Since February 2003, Semper International has provided a quarterly survey offering estimates of trends in the printing and graphics industries. To prevent bias, survey questions—both qualitative and quantitative—are designed by Semper corporate partner Cvent. Survey participants include more than 300 small, medium and large printing companies; both clients and prospects of Semper International. Participants provide data on revenue and hiring as well as estimated outlooks on future trends. Data is requested from a random sample and are not screened. To preserve confidentiality, individual company information is not part of the tabulation.
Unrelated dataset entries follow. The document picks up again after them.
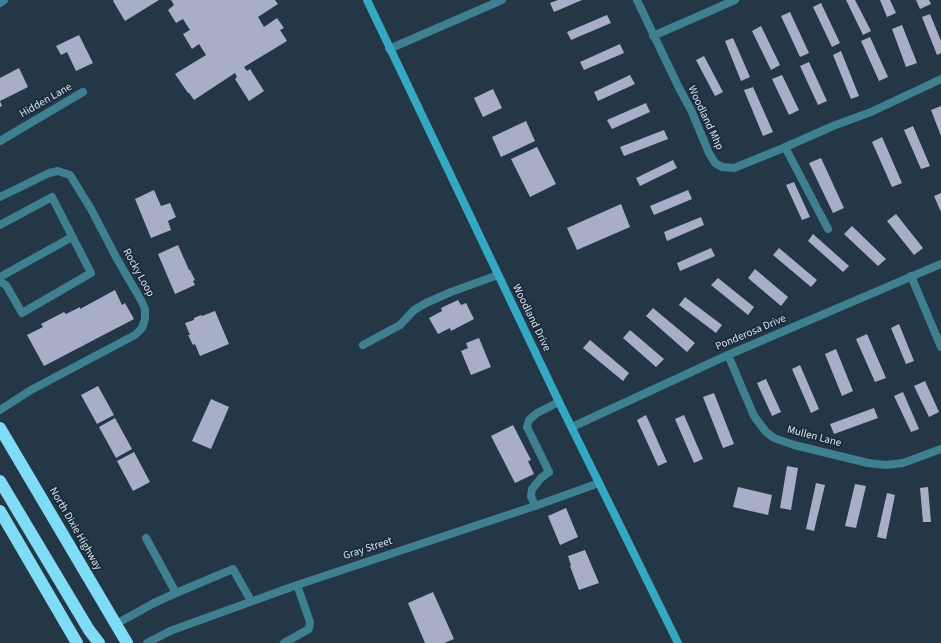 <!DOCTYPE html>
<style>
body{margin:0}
canvas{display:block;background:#243747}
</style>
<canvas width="941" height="643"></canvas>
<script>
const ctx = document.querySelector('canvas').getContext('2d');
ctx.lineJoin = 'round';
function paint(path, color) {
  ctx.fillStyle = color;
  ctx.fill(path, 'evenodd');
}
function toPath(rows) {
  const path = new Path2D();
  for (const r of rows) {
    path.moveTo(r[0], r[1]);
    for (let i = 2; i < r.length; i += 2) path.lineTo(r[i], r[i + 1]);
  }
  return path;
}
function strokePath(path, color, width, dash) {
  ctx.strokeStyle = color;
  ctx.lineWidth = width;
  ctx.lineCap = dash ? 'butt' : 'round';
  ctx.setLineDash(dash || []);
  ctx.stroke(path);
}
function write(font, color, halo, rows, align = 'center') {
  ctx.font = font + ' "Source Sans 3",sans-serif';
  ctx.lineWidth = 4;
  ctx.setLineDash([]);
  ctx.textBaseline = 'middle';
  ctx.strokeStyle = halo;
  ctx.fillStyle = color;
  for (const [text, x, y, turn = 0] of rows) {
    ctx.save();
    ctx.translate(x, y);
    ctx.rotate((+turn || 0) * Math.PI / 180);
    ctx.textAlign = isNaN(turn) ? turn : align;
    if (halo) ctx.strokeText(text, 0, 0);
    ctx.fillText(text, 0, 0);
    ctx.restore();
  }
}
const building = toPath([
 [114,0,159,0,125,21,113,1],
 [171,0,275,0,278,4,258,17,264,27,277,18,284,28,280,30,287,41,244,67,247,71,250,69,264,91,249,101,235,79,237,77,235,73,194,100,189,93,188,93,175,74,206,55,199,44,192,49,183,34,190,30,183,19,176,23,168,10,174,5],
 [558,0,582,0,554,12,550,3],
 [846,0,855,0,871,31,863,35],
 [880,0,890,0,896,13,887,17],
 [916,0,929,0,931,4,920,9],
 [821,3,840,43,832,47,813,7],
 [790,12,809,53,800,57,781,16],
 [930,14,941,41,941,53,937,55,922,17],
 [607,15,611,23,571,40,567,32],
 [902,25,917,63,906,67,892,29],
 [761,26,780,65,771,70,752,31],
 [79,35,93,63,76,71,67,52,61,55,56,46],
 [870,37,888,77,879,81,861,41],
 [733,38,750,77,741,81,725,41],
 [620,44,624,53,584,70,580,62],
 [841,51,859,96,851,99,833,55],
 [704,56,723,92,715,96,696,60],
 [809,62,827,101,818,105,800,66],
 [19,68,28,87,0,101,2,106,0,107,0,78],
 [630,75,635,84,598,101,594,92],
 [782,75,799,110,789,115,772,79],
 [753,87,773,132,763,136,744,90],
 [493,89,502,108,483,117,474,98],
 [646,103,650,112,612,129,607,120],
 [941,106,941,136,931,110],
 [526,121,535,141,501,157,492,137],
 [913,126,930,166,921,169,904,130],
 [664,130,668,139,624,156,620,147],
 [882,137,902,183,892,187,872,142],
 [537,147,556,184,530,197,511,159],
 [821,158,844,208,833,213,809,163],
 [673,160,677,168,640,186,636,178],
 [794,182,810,217,802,220,786,185],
 [154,190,161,206,170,203,176,217,168,221,171,230,151,238,135,199],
 [688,190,692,199,654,215,650,206],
 [941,193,941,212,934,196],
 [621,204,630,227,577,250,567,228],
 [896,214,923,248,914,255,887,221],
 [701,217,704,225,667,241,664,232],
 [852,226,886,259,878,266,844,234],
 [813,234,849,266,843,272,808,241],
 [178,245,189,270,190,270,195,280,193,281,195,285,175,294,158,254],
 [711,248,715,256,680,271,677,263],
 [779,248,817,280,811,287,773,255],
 [755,269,788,297,781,306,748,278],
 [718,278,754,307,748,315,711,285],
 [115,290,122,305,125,303,134,319,44,366,27,335,43,327,41,324,64,312,66,314,80,307,80,309],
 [685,297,722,325,716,333,679,305],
 [458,300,461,305,466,303,474,319,451,331,450,328,438,334,429,318,442,311,441,308],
 [653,308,695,343,687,352,646,316],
 [215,311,229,344,200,356,195,344,193,345,188,335,190,335,185,323,194,320,194,318,201,315,202,316],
 [899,324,914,361,906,364,891,328],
 [630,330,664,359,656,367,623,338],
 [867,334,886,378,875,382,856,339],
 [479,338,491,367,471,375,461,351,468,348,466,343],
 [590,340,629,373,623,381,583,348],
 [836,349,853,391,842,396,825,354],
 [800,365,819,409,811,413,792,369],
 [766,379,781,412,772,416,757,383],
 [925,381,939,412,929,417,914,386],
 [98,386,114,415,97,424,81,395],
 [903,392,919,429,911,432,894,396],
 [714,393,734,444,723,448,703,397],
 [211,399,229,407,211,449,192,441],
 [874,408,878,418,834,434,830,424],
 [646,415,667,462,658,466,637,420],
 [684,415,703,459,694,463,675,419],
 [115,418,132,449,116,458,99,427],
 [513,425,531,460,528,461,534,474,515,483,491,436],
 [134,452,150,482,133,491,117,461],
 [787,466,798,468,791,510,780,508],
 [816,483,825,485,814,531,806,529],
 [855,484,866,486,856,528,845,526],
 [738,487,772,495,768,515,733,507],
 [928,487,931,522,923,522,920,488],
 [887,493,895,495,886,539,877,537],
 [566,508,578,537,560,545,548,516],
 [585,550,599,583,579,590,570,566,571,565,568,556],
 [433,592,454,639,444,643,425,643,408,603]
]);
const lane = toPath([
 [637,0,679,88,691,110,709,153,715,163,722,167,734,168,781,149,833,126,871,112,941,79],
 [0,3,4,0],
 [653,36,735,0],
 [785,147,828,229],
 [0,225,52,197,91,273,22,313,6,285,0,282],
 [0,277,72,237],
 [363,345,400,325,414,310,426,303,451,292,498,275],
 [535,506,531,496,532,489,541,478,549,472,527,427,529,420,537,413,559,402],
 [176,593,233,569,251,601],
 [116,624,154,603,176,593,146,538],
 [284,643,309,629,310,622,297,585]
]);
const street = toPath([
 [389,49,502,0],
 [0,141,83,92],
 [0,197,49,173,58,171,70,175,91,209,117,259,141,300,145,309,145,319,142,328,135,335,31,390,0,410],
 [911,276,941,347],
 [728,355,754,416,766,432,774,438,794,445,868,463,886,465,903,463,941,449],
 [572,427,728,355,941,264],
 [147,643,170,631,297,585,535,506,599,483]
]);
const secondary = toPath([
 [367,0,559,402,678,643]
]);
const highway = toPath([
 [0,428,127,643],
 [0,481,89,630,99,643],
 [0,511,77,643]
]);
const streetNames = [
 ["Hidden Lane",46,101,-30],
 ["Woodland Mhp",705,118,65],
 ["Rocky Loop",138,273,61],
 ["Woodland Drive",531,318,64],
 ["Ponderosa Drive",751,333,-23],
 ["Mullen Lane",814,437,15],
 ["North Dixie Highway",75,529,60],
 ["Gray Street",368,549,-18]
];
paint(building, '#a8aec8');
strokePath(lane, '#3e7f90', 8);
strokePath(street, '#3e7f90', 8);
strokePath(secondary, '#35a8c4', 8);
strokePath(highway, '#80dcf5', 12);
write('11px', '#d6e1ec', '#1b2d3d', streetNames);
</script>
"They warned us things would be a little bumpy," said Dave Regan, CEO Semper International. "This election season has certainly put a negative spin on just about everything. The pundits and the Fed warned us that things would be improving, but it would be up and down. It seems clear that we have seen several soft spots the last few months. While annoying, they are definitely surrounded by some busy spells. Overall, this fall has been decidedly better then a year ago and certainly better than the spring."
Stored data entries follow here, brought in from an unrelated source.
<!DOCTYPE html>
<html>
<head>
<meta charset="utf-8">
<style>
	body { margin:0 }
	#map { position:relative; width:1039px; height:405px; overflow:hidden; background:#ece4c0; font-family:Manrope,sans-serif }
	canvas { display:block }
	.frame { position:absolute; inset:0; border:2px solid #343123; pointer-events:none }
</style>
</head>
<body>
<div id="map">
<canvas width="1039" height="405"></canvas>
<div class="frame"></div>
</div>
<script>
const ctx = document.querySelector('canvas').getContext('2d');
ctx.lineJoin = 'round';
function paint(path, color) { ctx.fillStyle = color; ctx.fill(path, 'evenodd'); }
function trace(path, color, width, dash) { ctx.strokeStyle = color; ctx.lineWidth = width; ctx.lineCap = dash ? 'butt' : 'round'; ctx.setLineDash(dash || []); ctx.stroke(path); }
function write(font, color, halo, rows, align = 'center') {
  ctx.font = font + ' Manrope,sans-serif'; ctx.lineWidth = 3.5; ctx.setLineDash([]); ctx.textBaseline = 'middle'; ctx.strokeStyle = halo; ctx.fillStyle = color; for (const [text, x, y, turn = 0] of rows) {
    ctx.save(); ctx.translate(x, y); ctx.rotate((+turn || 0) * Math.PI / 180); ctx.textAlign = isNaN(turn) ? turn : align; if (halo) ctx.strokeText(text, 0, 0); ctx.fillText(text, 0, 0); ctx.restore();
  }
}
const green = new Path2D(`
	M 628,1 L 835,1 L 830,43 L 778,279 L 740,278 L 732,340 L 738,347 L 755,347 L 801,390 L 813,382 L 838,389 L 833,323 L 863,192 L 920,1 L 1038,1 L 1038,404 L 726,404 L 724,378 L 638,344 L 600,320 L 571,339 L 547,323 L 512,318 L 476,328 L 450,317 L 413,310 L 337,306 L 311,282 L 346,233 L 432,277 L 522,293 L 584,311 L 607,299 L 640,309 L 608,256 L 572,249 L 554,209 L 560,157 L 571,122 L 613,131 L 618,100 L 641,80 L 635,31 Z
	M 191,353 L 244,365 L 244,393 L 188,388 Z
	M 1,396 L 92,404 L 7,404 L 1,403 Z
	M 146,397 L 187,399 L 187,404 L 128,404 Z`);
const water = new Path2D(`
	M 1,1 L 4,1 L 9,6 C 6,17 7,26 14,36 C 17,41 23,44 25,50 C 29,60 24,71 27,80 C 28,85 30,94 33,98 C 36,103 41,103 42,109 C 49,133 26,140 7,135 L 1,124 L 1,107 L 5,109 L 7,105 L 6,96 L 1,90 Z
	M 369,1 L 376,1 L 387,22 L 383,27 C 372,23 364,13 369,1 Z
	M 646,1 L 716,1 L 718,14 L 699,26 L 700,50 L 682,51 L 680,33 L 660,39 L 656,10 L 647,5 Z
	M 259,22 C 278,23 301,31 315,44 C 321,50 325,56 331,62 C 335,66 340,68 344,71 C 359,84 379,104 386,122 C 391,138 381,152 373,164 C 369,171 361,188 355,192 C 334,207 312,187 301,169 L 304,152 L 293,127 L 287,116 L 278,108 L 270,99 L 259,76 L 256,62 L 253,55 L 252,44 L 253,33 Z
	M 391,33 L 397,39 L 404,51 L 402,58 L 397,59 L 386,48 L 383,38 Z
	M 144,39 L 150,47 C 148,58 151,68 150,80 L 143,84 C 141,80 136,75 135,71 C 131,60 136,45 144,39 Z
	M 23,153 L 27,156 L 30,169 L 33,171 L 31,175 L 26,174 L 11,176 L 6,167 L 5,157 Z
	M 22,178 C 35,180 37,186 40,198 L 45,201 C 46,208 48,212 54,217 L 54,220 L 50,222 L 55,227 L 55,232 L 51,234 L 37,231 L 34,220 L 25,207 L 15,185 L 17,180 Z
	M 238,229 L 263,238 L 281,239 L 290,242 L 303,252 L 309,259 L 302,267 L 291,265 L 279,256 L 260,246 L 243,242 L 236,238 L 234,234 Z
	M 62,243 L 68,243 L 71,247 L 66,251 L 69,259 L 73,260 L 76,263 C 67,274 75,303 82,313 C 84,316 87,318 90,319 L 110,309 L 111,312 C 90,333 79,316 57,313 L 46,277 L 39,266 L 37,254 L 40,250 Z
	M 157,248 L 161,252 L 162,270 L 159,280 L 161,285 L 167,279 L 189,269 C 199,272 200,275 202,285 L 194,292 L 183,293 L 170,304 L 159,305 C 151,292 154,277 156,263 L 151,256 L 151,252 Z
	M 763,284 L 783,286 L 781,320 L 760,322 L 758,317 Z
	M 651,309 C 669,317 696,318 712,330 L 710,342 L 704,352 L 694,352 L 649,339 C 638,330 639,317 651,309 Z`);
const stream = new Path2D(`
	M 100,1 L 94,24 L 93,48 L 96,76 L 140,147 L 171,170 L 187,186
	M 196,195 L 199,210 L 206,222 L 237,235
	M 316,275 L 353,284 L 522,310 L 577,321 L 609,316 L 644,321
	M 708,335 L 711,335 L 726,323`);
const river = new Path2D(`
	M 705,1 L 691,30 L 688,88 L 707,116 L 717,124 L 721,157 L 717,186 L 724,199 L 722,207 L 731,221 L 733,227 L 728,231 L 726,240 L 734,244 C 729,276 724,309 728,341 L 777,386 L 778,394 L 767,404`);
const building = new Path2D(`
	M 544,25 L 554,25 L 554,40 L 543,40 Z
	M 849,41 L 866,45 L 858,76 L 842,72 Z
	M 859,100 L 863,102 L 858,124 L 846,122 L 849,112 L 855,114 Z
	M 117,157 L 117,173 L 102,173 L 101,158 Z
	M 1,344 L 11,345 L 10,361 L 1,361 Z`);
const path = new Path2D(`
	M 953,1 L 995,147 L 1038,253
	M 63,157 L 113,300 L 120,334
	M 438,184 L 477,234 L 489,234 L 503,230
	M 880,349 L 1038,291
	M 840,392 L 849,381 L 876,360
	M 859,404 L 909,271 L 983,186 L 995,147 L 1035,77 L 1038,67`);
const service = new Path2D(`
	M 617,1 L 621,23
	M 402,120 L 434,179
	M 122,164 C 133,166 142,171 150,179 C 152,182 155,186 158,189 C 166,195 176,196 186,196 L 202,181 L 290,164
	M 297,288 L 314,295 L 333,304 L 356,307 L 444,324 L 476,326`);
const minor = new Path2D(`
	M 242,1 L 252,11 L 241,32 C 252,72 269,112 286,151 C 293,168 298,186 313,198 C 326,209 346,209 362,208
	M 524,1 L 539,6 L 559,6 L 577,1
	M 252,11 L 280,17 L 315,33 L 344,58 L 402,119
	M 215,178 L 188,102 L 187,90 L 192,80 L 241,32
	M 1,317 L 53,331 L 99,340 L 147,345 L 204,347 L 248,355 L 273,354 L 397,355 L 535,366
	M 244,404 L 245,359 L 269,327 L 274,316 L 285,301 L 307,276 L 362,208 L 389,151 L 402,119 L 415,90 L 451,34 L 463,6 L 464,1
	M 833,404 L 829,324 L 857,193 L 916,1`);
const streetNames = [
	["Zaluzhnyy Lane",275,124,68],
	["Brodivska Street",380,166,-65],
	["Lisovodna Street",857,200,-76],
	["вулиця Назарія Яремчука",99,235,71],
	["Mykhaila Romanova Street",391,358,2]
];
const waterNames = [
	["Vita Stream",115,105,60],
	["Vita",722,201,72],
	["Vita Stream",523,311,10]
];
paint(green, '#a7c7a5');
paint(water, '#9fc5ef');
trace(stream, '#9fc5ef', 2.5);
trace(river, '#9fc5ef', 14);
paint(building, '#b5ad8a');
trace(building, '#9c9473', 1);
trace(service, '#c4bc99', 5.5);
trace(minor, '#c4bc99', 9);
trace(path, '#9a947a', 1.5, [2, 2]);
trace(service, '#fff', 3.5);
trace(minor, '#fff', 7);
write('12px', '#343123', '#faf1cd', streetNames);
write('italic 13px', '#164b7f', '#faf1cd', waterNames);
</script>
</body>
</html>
The most recent survey indicates a mixed bag of business trends:
- About 60 percent of companies surveyed reported a profitable Q3. While down quarter-to-quarter, it was stronger than a year ago.
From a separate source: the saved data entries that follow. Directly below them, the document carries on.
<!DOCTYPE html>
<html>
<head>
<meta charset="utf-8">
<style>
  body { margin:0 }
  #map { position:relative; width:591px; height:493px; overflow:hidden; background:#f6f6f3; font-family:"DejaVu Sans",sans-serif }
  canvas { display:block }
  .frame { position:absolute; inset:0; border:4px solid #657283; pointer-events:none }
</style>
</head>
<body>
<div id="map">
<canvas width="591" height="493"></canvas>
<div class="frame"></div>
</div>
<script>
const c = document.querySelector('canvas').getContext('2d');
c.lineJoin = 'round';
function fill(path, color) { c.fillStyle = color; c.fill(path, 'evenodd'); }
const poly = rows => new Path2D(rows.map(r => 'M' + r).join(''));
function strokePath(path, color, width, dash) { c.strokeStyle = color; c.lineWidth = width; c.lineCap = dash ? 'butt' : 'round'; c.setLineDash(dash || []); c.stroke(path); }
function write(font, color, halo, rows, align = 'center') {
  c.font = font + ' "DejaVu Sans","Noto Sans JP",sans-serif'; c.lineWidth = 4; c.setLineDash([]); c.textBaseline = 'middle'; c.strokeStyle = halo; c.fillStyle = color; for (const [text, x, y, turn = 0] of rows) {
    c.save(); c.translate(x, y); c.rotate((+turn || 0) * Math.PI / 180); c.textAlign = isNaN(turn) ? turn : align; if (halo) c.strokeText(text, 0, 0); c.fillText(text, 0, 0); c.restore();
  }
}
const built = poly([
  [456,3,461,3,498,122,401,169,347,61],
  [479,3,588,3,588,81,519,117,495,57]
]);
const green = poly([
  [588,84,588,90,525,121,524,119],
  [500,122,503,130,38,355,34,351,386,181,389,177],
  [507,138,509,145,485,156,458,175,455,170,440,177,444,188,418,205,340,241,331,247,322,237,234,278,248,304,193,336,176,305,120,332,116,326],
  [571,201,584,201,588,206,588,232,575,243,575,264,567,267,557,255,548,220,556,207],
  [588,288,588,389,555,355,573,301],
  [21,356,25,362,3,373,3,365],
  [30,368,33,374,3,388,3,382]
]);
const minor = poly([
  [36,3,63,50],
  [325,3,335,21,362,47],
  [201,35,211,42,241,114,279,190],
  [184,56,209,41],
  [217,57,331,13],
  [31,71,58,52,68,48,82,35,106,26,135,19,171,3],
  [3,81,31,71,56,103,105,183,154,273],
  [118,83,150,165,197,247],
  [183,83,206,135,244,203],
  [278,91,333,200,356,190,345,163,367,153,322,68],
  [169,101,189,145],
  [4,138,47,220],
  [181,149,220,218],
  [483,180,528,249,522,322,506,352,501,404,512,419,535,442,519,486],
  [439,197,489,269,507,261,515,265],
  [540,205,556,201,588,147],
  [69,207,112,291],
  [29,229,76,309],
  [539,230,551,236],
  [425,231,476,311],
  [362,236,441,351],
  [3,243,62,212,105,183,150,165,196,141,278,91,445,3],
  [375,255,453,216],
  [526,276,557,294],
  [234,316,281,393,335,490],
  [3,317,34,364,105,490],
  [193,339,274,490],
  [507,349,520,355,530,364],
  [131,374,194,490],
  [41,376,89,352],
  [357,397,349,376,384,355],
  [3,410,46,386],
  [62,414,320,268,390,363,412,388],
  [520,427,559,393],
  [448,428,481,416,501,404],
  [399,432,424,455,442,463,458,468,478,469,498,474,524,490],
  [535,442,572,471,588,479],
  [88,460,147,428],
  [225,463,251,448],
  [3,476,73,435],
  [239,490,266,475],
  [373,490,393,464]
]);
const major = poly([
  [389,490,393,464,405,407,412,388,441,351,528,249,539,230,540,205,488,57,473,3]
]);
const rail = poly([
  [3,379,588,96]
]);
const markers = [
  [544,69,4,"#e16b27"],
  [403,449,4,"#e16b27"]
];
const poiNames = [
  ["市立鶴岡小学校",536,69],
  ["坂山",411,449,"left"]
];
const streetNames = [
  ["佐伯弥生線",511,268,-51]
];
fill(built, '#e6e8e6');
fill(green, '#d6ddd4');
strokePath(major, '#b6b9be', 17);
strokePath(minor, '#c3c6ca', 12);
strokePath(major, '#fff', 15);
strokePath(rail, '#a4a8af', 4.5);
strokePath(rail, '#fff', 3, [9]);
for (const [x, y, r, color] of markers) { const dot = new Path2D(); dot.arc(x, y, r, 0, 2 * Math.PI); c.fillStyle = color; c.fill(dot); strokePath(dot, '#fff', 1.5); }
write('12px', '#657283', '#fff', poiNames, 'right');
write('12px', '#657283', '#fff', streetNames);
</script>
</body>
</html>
- Looking at the first two weeks of Q4, current sales indicate a strong increase—although this could be a seasonal trend. The number of companies reporting a decrease in sales dropped from 35 percent to 24 percent, with those reporting increased sales taking a corresponding gain.
- About 80 percent of the companies interviewed expected even or increased sales during Q1, 2011.
- The vast majority of respondents indicated that hiring levels remained the same, although there was a slight increase in companies hiring—and a noticeable trend that they were releasing less employees.
- More than two-thirds of companies reported that healthcare is the labour cost component that increased the fastest last quarter—nearly five times greater than those reporting base pay, the next component.
- The greatest competitive threat to printers is technology (48 percent), far exceeding supply costs (24 percent) and labour costs (19 percent).
- Print buyers place the greatest pricing pressure on offset printing (55 percent) and digital printing costs (20 percent), where there is clearly a lot of excess capacity, it is the largest component of job cost, and where print providers fight for market share.
- While referrals (31 percent) and online searches (25 percent) seem to be the most popular ways to find employees, there was a jump in reliance on flex hiring (16 percent). In uncertain times 'try before you hire' still makes a lot of sense.